ABOUT THIS TASK :: Return each entry unchanged.

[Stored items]
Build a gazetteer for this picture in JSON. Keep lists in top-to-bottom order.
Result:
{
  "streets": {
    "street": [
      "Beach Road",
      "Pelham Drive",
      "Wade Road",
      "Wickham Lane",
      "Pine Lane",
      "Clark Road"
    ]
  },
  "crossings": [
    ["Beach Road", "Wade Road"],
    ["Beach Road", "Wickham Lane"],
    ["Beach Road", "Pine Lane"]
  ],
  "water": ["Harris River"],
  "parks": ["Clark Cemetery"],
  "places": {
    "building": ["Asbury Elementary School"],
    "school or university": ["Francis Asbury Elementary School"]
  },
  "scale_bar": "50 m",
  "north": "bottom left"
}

EXPECTED ANSWER ::
Build a gazetteer for this picture in JSON. Keep lists in top-to-bottom order.
Result:
{
  "streets": {
    "street": [
      "Beach Road",
      "Pelham Drive",
      "Wade Road",
      "Wickham Lane",
      "Pine Lane",
      "Clark Road"
    ]
  },
  "crossings": [
    ["Beach Road", "Wade Road"],
    ["Beach Road", "Wickham Lane"],
    ["Beach Road", "Pine Lane"]
  ],
  "water": ["Harris River"],
  "parks": ["Clark Cemetery"],
  "places": {
    "building": ["Asbury Elementary School"],
    "school or university": ["Francis Asbury Elementary School"]
  },
  "scale_bar": "50 m",
  "north": "bottom left"
}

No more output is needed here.